I’m married to a very hairy man.

When we first met, the first thing I noticed was his impressive height.


Next, I took note of his ass.


The third thing I noticed was that it looked like he was a hairy guy, which I find endearing, but his arms were strangely devoid of hair.


As I continued to study him, it became apparent that he was shaving his forearm hair—but not every day—so there was always perma-stubble. Apparently before we met, some stupid girl told him that his hairy arms were gross and that he should shave them, and he actually listened to her. My first act as his girlfriend was to put a stop to that.

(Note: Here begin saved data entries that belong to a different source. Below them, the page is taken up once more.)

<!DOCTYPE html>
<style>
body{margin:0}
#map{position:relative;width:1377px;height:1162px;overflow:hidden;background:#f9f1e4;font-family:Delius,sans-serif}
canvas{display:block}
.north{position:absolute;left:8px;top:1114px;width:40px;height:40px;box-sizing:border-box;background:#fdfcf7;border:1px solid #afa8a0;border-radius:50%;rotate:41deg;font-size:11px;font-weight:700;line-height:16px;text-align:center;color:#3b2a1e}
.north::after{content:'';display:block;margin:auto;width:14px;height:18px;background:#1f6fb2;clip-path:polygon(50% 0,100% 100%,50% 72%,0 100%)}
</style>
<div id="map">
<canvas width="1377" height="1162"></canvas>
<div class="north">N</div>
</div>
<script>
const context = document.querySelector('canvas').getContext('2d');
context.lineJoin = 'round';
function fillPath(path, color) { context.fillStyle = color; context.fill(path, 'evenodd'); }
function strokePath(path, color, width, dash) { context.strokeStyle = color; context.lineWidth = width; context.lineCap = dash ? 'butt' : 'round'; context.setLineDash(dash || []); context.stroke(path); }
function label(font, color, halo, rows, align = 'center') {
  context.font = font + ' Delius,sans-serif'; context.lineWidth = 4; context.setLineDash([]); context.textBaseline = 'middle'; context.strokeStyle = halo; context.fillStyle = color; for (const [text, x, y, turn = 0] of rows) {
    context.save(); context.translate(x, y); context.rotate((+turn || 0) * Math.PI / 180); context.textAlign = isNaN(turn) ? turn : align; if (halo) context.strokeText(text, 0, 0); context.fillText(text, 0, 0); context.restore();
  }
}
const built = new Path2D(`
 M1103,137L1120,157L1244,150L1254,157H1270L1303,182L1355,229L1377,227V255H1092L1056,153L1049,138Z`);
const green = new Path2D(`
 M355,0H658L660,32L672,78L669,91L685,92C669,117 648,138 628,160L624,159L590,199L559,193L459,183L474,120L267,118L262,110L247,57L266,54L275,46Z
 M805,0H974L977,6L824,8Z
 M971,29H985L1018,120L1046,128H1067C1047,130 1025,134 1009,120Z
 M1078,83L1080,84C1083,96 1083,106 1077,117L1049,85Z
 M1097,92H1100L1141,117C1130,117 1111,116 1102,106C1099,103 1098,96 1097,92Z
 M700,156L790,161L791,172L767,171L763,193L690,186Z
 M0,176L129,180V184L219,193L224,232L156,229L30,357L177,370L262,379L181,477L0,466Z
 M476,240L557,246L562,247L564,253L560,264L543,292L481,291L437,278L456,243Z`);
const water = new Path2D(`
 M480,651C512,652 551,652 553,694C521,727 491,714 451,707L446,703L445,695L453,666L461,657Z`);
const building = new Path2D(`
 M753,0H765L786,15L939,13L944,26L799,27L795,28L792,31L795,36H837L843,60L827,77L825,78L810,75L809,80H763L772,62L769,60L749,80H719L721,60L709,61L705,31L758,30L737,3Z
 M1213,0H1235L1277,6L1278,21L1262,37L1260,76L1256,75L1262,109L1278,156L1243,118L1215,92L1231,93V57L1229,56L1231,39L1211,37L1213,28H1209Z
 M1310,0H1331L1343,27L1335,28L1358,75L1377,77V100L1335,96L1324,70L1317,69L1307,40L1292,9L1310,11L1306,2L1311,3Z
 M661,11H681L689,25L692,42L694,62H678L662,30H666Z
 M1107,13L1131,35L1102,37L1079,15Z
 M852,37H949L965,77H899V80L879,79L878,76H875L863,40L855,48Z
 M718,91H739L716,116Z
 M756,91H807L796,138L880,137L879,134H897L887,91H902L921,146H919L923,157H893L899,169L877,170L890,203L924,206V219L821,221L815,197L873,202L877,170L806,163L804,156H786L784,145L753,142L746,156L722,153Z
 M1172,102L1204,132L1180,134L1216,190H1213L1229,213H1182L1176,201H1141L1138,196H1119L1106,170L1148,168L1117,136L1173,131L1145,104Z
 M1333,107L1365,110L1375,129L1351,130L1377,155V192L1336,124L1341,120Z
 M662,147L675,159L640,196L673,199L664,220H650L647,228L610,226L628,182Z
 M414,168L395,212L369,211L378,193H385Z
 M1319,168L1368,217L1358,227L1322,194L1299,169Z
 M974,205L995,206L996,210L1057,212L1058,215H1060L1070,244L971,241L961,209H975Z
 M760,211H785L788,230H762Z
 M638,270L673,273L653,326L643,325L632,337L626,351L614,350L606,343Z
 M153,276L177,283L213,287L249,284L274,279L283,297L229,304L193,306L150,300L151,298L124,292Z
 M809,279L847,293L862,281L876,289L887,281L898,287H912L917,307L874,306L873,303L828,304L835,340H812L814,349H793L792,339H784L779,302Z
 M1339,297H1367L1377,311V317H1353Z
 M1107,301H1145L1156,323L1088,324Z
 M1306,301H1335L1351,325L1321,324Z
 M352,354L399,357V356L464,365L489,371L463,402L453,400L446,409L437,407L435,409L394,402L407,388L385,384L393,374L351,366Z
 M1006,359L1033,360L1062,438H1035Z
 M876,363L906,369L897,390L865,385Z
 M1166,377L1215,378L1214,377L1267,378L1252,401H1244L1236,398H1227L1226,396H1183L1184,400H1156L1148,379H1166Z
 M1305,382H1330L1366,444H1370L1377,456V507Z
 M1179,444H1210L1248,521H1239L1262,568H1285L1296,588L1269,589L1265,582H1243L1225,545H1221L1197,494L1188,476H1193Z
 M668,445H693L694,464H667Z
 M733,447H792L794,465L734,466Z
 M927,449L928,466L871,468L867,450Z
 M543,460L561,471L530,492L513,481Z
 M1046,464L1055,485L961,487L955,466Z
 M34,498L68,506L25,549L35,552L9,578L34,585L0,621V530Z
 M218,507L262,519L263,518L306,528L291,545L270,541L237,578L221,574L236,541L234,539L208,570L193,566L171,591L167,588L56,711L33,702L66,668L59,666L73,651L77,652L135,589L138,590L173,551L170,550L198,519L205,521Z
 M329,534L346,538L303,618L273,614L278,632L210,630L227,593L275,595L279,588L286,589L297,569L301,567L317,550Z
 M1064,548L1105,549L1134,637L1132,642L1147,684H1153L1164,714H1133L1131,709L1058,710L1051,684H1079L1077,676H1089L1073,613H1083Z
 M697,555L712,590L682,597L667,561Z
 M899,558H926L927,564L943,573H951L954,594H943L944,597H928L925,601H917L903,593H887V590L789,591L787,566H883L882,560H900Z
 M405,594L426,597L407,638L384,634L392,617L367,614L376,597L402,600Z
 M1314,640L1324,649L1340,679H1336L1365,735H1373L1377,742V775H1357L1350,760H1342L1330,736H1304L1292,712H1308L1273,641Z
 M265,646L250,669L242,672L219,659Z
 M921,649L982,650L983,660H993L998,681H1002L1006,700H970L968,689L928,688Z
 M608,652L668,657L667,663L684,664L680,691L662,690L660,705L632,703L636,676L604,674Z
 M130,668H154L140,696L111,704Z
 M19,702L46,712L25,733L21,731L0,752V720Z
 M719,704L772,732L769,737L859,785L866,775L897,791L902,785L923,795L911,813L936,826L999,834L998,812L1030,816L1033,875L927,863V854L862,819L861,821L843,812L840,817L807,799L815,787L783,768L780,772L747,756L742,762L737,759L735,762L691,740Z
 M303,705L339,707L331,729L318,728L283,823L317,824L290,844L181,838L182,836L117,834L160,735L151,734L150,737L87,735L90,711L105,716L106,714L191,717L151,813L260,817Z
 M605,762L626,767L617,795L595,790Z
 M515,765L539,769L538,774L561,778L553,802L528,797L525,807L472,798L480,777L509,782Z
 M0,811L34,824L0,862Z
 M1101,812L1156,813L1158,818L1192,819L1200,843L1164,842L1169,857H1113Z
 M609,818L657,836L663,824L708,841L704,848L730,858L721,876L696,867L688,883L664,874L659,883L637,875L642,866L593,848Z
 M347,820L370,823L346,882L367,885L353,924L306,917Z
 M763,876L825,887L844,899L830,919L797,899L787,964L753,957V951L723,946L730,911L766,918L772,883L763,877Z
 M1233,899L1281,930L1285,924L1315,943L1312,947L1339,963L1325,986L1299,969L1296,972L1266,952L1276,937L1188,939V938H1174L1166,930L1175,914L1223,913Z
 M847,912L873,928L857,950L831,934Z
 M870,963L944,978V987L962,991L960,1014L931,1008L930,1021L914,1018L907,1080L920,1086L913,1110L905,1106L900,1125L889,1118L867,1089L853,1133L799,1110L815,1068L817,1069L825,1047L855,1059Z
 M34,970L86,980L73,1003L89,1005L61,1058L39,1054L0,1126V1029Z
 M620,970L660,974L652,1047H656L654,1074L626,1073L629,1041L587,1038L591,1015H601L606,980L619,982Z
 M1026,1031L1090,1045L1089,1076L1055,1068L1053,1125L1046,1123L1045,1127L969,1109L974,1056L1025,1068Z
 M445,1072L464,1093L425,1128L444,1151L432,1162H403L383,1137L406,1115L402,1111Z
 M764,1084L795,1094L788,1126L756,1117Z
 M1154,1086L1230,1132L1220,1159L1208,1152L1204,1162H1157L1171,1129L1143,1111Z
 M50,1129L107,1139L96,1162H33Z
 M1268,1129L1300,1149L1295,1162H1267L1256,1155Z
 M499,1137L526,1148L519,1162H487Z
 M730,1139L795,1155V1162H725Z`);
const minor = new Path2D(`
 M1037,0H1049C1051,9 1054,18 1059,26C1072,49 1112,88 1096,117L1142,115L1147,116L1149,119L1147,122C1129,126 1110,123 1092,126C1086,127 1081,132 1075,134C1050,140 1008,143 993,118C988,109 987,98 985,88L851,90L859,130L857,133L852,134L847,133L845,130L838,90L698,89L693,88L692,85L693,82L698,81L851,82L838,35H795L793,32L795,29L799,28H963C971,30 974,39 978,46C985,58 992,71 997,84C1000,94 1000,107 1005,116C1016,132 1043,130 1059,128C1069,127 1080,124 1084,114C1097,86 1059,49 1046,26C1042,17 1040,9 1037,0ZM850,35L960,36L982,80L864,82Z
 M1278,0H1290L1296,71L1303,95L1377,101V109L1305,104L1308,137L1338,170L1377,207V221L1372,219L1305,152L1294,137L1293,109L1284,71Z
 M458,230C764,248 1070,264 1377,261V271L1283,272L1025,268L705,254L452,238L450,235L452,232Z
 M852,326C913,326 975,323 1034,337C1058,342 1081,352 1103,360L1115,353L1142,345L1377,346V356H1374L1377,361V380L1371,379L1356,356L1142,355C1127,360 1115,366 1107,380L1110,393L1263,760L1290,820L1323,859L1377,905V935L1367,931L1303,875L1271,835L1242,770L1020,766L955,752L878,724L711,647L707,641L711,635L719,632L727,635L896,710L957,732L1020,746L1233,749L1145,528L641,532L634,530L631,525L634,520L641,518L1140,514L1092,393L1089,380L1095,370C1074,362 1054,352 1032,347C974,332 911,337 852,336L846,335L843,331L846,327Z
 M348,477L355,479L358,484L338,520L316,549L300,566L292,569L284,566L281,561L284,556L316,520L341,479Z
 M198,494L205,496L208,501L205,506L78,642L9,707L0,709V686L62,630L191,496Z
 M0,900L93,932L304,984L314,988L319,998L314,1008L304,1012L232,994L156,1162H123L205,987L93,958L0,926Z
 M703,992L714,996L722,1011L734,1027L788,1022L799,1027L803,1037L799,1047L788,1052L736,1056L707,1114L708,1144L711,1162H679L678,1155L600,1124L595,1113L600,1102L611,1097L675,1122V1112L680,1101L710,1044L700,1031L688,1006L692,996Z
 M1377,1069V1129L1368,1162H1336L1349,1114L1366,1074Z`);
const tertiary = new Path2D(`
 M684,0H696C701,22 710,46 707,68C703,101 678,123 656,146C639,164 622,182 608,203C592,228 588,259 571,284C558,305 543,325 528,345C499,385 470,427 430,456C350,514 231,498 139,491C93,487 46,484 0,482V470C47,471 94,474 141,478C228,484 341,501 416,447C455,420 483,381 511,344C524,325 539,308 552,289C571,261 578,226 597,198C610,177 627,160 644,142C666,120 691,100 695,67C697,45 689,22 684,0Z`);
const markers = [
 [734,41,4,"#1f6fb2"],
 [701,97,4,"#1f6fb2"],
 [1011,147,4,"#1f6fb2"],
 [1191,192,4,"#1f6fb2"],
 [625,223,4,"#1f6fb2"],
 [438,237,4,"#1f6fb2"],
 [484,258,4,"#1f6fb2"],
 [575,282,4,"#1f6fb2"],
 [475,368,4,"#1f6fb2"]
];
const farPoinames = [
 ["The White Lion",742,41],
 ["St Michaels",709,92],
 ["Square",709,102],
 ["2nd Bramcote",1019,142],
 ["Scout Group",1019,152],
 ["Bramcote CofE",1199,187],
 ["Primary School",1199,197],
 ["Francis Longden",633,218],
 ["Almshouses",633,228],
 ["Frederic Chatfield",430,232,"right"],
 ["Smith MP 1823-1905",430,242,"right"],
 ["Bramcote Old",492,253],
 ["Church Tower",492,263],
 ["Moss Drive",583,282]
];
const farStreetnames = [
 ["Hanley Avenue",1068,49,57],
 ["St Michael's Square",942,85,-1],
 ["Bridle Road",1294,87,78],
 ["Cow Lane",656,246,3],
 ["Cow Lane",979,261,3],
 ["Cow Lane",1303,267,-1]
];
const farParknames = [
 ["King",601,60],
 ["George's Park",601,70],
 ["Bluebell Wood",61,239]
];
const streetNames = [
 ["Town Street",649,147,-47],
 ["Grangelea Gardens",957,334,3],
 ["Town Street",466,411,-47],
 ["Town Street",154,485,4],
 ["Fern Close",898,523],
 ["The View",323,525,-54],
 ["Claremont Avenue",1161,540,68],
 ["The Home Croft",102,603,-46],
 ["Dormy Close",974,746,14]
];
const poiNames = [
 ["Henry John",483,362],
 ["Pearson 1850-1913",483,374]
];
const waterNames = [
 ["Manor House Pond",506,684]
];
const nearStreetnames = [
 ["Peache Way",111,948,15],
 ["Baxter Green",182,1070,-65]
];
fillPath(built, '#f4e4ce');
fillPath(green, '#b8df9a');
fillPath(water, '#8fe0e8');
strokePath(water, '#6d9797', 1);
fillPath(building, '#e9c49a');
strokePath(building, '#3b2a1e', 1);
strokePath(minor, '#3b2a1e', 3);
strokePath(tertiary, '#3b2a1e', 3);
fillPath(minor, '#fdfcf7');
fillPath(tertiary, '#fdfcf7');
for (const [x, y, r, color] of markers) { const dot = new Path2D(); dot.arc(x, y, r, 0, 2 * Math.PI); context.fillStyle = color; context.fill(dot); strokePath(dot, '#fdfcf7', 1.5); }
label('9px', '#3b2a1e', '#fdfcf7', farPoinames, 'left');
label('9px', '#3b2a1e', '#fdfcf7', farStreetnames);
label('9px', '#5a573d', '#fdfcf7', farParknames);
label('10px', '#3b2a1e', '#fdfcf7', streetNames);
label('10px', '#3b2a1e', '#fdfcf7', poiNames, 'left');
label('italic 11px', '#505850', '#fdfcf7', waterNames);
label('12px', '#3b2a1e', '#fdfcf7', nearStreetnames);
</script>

I don’t mind hairiness; I think it’s masculine. I particularly enjoy the Neanderthal-like experience of being picked up and hauled down the hall by a hairy beast who is grunting under the strain of carrying me. I like how he’s always warm, and grazing his fur relaxes me. Shut up. It does.

However, living with a hairy man also involves dealing with the care and maintenance of his allover fur. I’ve learned that belly button lint really is a thing. My husband tends to collect large amounts of lint in his belly button, which he eventually pulls out and…tosses to the floor. The balls of hair and lint roll around the house like tumbleweeds.

Our children shriek “WHAT IS THAT THING?!” and cling to me as I calmly stroke their heads and murmur, “Shhh, it’s okay. It’s just another wad of Daddy’s belly button lint.”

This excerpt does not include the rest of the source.